Kawkab Amirka, 15 avril 1892, Khayrallah Center Archive. (Photo fournie)
Kawkab Amirka, 15 avril 1892, Khayrallah Center Archive. (Photo fournie)

Pour témoigner de cette histoire méconnue, le centre s’est associé à plusieurs institutions de renom, notamment le Musée national arabo-américain du Michigan et le Comité national libanais de Gibran, afin de rendre accessible au public une série d’objets historiques et d’images d’archives. Le résultat est fascinant et peut être déconcertant pour certains. L’exposition rassemble un exemplaire du premier journal arabe d'Amérique du Nord, Kawkab Amirka, datant de 1892 («Étoile de l’Amérique»), une ancienne machine à écrire sophistiquée Remington en langue arabe, ainsi qu’une rare photographie des années 1920 de l'actrice Mary Nash dans le magazine Vogue, sur laquelle elle porte des bijoux de la journaliste devenue designer Marie Azeez el-Khoury.

L’exposition accorde une place importante aux femmes. «Elles ont fait partie de l'immigration depuis le tout début», explique Akram Khater. «Les femmes ont toujours travaillé, aussi bien dans les usines textiles que dans la culture, elles étaient entrepreneuses et productrices. Il ne s’agit pas de romancer l’histoire et d’affirmer qu’elles étaient toutes fortes, certaines ne l’étaient pas, tout comme certains hommes qui ont été brisés par l’immigration. C’était dur, il fallait laisser derrière soi tout ce qu’on connaissait pour aller dans des lieux ou vous étiez, au mieux, tolérés.»

À travers les cinq sections de l'exposition, Turath met en avant des écrivains, des artistes et des musiciens qui ont prospéré grâce à leur art, mais qui n'ont pas obtenu la même reconnaissance que leurs contemporains plus populaires – les intellectuels Amin Rihani et Khalil Gibran, qui étaient membres de The Pen League de New York, plus connue en arabe sous le nom «Al-Rabita al-Qalamiyya ».

«Gibran est très impressionnant, il a accompli beaucoup de choses, mais il n’était pas le seul. Il faisait partie d'un mouvement, et c'est ce que nous cherchons à mettre en avant. Nous présentons ici une sélection de personnalités culturelles arabes qui ont connu un succès aux États-Unis», affirme Akram Khater.

La romancière

Afifa Karam (1883-1924)
Afifa Karam (1883-1924)

«Tu n'as pas de droits sur mon corps, que tu as acheté à mon père avec de l'argent. Auparavant, c’était son droit, mais maintenant c’est devenu le mien», a écrit un jour cette défenseuse passionnée des droits des femmes, qui a publié son premier roman alors qu’elle n’était âgée que d’une vingtaine d’années.

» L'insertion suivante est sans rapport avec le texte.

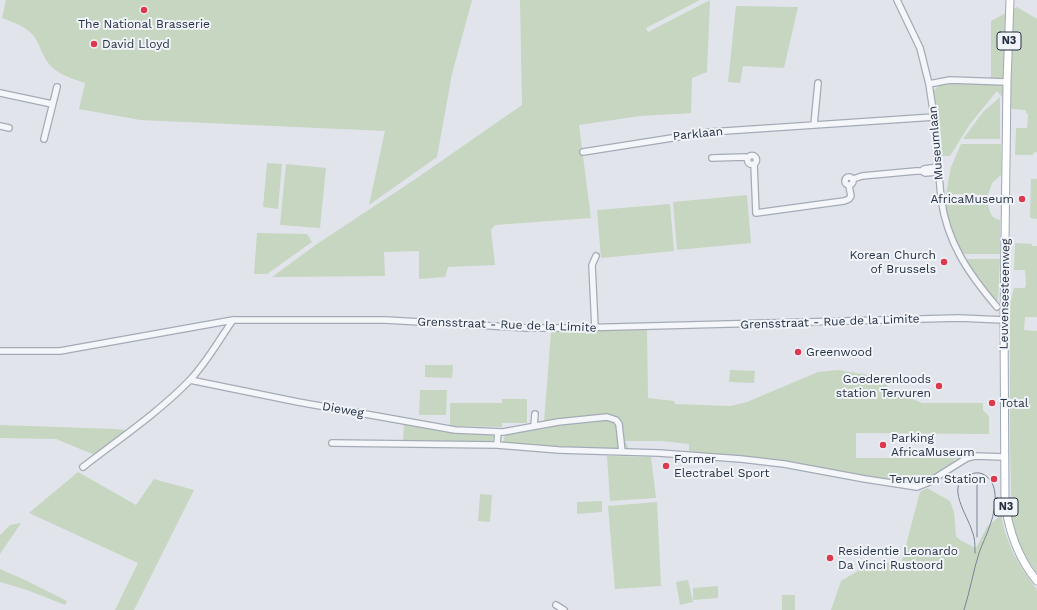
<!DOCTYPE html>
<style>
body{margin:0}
canvas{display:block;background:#e1e4eb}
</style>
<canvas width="1037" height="610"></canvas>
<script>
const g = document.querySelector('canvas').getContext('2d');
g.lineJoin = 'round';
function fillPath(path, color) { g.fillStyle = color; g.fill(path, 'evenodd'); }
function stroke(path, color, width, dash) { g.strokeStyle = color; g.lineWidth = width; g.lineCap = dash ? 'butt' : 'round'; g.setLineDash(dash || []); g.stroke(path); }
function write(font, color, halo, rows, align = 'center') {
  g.font = font + ' "Work Sans",sans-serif'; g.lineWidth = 4; g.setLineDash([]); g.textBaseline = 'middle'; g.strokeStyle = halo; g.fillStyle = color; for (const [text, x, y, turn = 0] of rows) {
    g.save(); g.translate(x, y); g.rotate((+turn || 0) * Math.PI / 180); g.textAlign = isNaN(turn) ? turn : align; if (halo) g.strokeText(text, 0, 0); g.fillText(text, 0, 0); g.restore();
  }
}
fillPath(new Path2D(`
 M6,0H472L452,74L437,157L369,205L385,131L140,120L79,109L85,83C68,77 52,73 44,56C40,49 38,40 32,34C25,26 12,22 2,18Z
 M520,0H700L646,28L648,32L710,0L707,72L692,78L691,113L640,116L579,125L591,218L495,225L491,230L495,265L448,267L445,277L419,279V251L384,252L385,276L272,277L317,244L414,180L522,105Z
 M736,6L798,7L784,68L743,66L740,83L728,82Z
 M1017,7L1037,19V152L1033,153V155H1015L1016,128H1027L1028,114L1026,113V110L1012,109L997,91L970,124L950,156H940L933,94C934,91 934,90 936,88C943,81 980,85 991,84V21Z
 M1000,97V139H963L983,112Z
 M961,144H1001V175L992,183L988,195L946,194L951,167Z
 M267,163L282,164L278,209L263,207Z
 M286,164L326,168L320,228L280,225Z
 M1031,179H1037V219L1030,218Z
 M747,195L751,243L677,250L673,202Z
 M670,204L674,251L601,258L597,210Z
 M946,204H988C990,213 991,218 1000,220V254H962C954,238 948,222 946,204Z
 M257,233L307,234L312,242L267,274H254Z
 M1015,243L1032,244V246H1037V317H1025L1024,330L1037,331V573L1026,558L1018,542L1012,519L1010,449V304L1014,288H1025L1026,284L1025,270H1014Z
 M965,259H1000L998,300L996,301Z
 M647,330L648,398L674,401L675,404L730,406L747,402L818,372L838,370L887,378L888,393L908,397L922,403H983V410L989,416V434L856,433V458H960L957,460L955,459L953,462L917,484L732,455L689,453V444L661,441H625L629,449L558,447L503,443L506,430L544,422L551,332Z
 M425,365H453L452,378L425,377Z
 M730,370L755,371L754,383L729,382Z
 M420,390H447L446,415H419Z
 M502,399H527V423H502V427L450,426V403H502Z
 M404,421L459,433L494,435L493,443L459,442H403Z
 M0,425L115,429L126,430L95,455L56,439L0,438Z
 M607,456L651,457L656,498L610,501Z
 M78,472L136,505L154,479L194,490L134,610H115L138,563L29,513Z
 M927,488L950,501L954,512L956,536L960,540L976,548L987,527L1001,515L1005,532L1013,553L1023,570L1037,590V610H831L841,581L873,562L901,564L920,492Z
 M480,494L492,495L490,522L478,521Z
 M602,501V512L577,514V502Z
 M657,502L661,586L615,589L608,506Z
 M21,523L0,554V535L10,525Z
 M0,569L25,580L67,601L65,605L27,590L0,582Z
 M688,580L693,602L680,605L676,582Z
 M718,586V598L693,600V588Z
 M782,595H795V610H782Z`), '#c6d6c1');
const minor = new Path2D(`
 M897,0L920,48L929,84L934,117L941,198C947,243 969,274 997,307
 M929,84L950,80L1007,82
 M0,93L52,104
 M814,125L818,83
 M0,126L9,128
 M44,139L57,87
 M583,152L710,132L934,117
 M747.5 160a4.5 4.5 0 1 1 9 0a4.5 4.5 0 1 1-9 0Z
 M712,158L745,157L748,158
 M754,164L756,213L844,201L849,199L851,196L849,186
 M922,171L924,169L938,167
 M845 181a4 4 0 1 1 8 0a4 4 0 1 1-8 0Z
 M853,179L862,176L916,171H922L925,173L938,172
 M595,328L592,265L596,256
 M0,351H60L233,320H385L528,328H575L959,318L1004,320
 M190,380L298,402L455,430L503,432L558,422L607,417L616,420L619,424L622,452
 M534,426L535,414
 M332,443L497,445L559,450L659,453L741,459L784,464L865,479L917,487L927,483L967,458L975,456L1004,457
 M497,445L498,432
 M83,467C119,439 158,413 190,380C207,362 219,340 233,320
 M556,605L564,610`);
const major = new Path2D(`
 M1010,0L1007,82L1004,320L1005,503C1009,532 1018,558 1037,581`);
stroke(minor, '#a5abb6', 8);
stroke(major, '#9fa8b8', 9);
stroke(minor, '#f4f6f9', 5.5);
stroke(major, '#fff', 7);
stroke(new Path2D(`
 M977,537V479
 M964,610C970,591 973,572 979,553C982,544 987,535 990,525C995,512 1000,485 986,476C981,472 975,472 969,475C944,484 968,516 972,531C975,538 975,545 975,553`), '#788396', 1);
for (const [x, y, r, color] of [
 [144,10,4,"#dd394e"],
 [94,44,4,"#dd394e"],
 [1022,199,4,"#dd394e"],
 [944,262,4,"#dd394e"],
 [798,352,4,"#dd394e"],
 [939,386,4,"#dd394e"],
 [992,403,4,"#dd394e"],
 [883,445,4,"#dd394e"],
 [666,466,4,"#dd394e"],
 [994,479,4,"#dd394e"],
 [830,558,4,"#dd394e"]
]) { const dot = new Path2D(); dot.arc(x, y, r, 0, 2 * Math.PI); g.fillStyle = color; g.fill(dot); stroke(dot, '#f1f4f8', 1.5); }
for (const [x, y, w] of [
 [1009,41,24],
 [1006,507,24]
]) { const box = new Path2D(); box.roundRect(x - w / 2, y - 9, w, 18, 3); g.fillStyle = '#f1f4f8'; g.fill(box); stroke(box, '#273145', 1); }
write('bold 11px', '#273145', null, [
 ["N3",1009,41],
 ["N3",1006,507]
]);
write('12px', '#273145', '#f1f4f8', [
 ["The National Brasserie",144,24,"center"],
 ["David Lloyd",102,44],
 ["AfricaMuseum",1014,199,"right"],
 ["Korean Church",936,255,"right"],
 ["of Brussels",936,269,"right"],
 ["Greenwood",806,352],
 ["Goederenloods",931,379,"right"],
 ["station Tervuren",931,393,"right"],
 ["Total",1000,403],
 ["Parking",891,438],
 ["AfricaMuseum",891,452],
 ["Former",674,459],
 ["Electrabel Sport",674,473],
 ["Tervuren Station",986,479,"right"],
 ["Residentie Leonardo",838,551],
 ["Da Vinci Rustoord",838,565]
], 'left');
write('12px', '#273145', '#f1f4f8', [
 ["Parklaan",698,134,-6],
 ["Museumlaan",936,143,-95],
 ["Leuvensesteenweg",1005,294,-89],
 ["Grensstraat - Rue de la Limite",830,322,-2],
 ["Grensstraat - Rue de la Limite",507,325,2],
 ["Dieweg",343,410,10]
]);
</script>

Née dans une famille maronite, Afifa Karam a quitté sa ville côtière libanaise d'Amchit à l'âge de 14 ans pour aller vivre à Shreveport, en Louisiane.

Sa carrière littéraire et journalistique est impressionnante. Elle a rédigé des articles dans le journal Al-Hoda sur les questions féminines et inauguré les premières revues féminines arabes, dont The New World: A Ladies’ Monthly Arabic MagazineLe Nouveau monde: un magazine arabe mensuel pour les femmes») pour la diaspora. Ses romans dénonçaient ouvertement le patriarcat, les mariages arrangés, et affirmaient le droit des femmes à vivre librement. Au fil des ans, Karam a été surnommée «défenseuse de la femme syrienne» et «princesse de la plume».

 

L'artiste

Assad Ghosn (1877-1941)
Assad Ghosn (1877-1941)

En 1891, Assad Ghosn, spécialiste du portrait et des paysages, a étudié la peinture à l’huile à la prestigieuse Accademia di Belle Arti di Roma en Italie. Il s’est installé aux États-Unis en 1904, et a ouvert un atelier à Brooklyn, à New York, pour finir par déménager à Richmond, en Virginie. Le Centre Khayrallah a travaillé en étroite collaboration avec la famille Ghosn pour préserver le précieux matériel du patrimoine de l'artiste.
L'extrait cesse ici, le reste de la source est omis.